**Task instructions**. Report each line of the data that contains the string "DRIVE".

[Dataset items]
=== Begin Enclosure ===

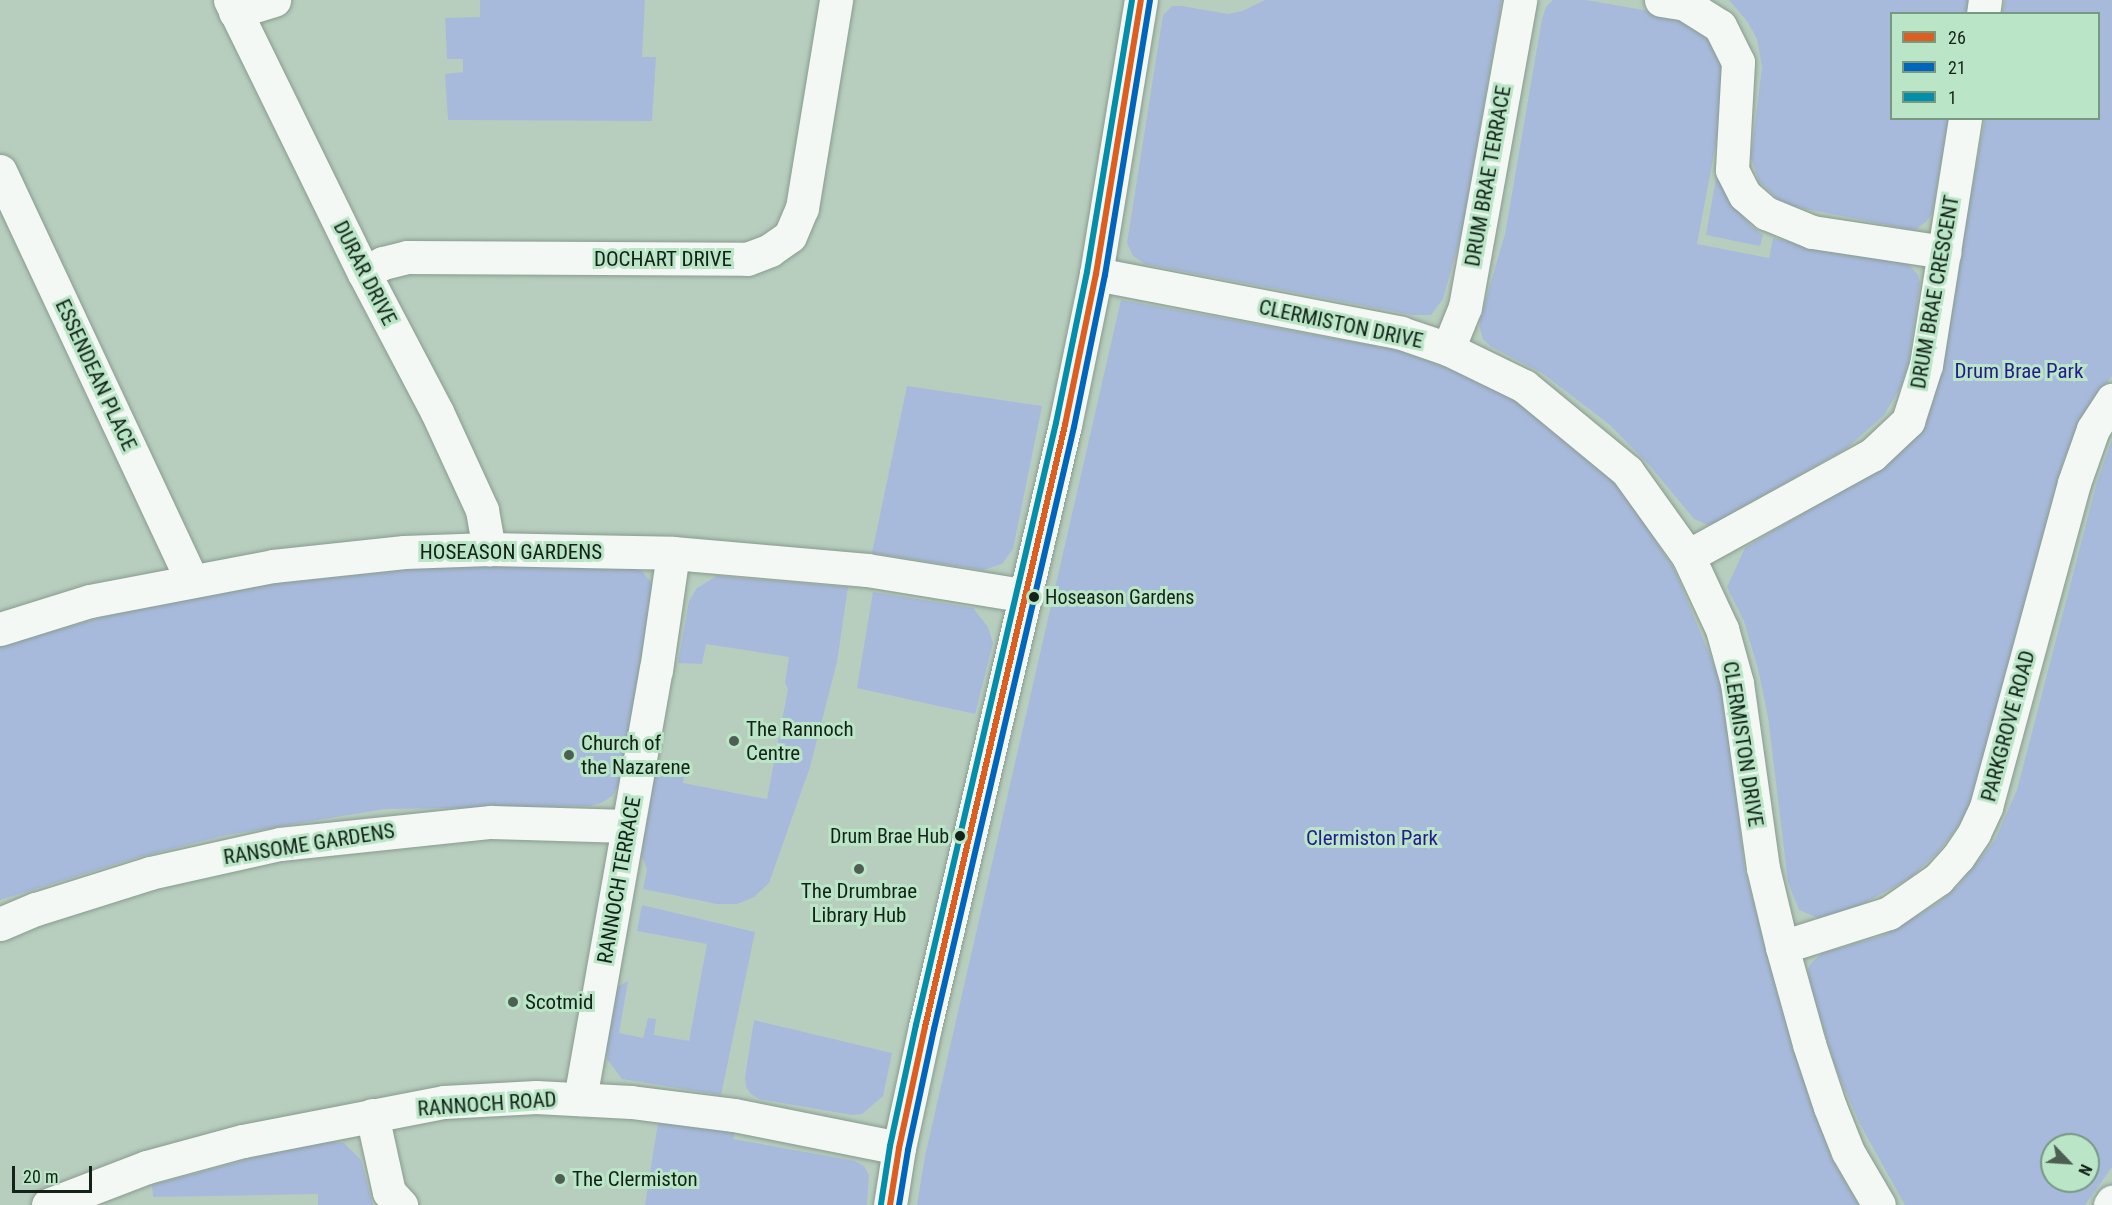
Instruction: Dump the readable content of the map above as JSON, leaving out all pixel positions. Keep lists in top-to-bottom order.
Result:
{
  "streets": {
    "street": [
      "DRUM BRAE TERRACE",
      "DOCHART DRIVE",
      "DURAR DRIVE",
      "DRUM BRAE CRESCENT",
      "CLERMISTON DRIVE",
      "ESSENDEAN PLACE",
      "HOSEASON GARDENS",
      "PARKGROVE ROAD",
      "RANSOME GARDENS",
      "RANNOCH TERRACE",
      "RANNOCH ROAD"
    ]
  },
  "crossings": [
    ["DRUM BRAE TERRACE", "CLERMISTON DRIVE"],
    ["DOCHART DRIVE", "DURAR DRIVE"],
    ["DURAR DRIVE", "HOSEASON GARDENS"],
    ["DRUM BRAE CRESCENT", "CLERMISTON DRIVE"],
    ["CLERMISTON DRIVE", "PARKGROVE ROAD"],
    ["ESSENDEAN PLACE", "HOSEASON GARDENS"],
    ["HOSEASON GARDENS", "RANNOCH TERRACE"],
    ["RANSOME GARDENS", "RANNOCH TERRACE"],
    ["RANNOCH TERRACE", "RANNOCH ROAD"]
  ],
  "parks": ["Drum Brae Park", "Clermiston Park"],
  "places": [
    "Hoseason Gardens",
    "The Rannoch Centre",
    "Church of the Nazarene",
    "Drum Brae Hub",
    "The Drumbrae Library Hub",
    "Scotmid",
    "The Clermiston"
  ],
  "lines": ["transit line 26", "transit line 1", "transit line 21"],
  "legend": ["26", "21", "1"],
  "scale_bar": "20 m",
  "north": "bottom right"
}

=== End Enclosure ===

**Task answer**.
      "DOCHART DRIVE",
      "DURAR DRIVE",
      "CLERMISTON DRIVE",
    ["DRUM BRAE TERRACE", "CLERMISTON DRIVE"],
    ["DOCHART DRIVE", "DURAR DRIVE"],
    ["DURAR DRIVE", "HOSEASON GARDENS"],
    ["DRUM BRAE CRESCENT", "CLERMISTON DRIVE"],
    ["CLERMISTON DRIVE", "PARKGROVE ROAD"],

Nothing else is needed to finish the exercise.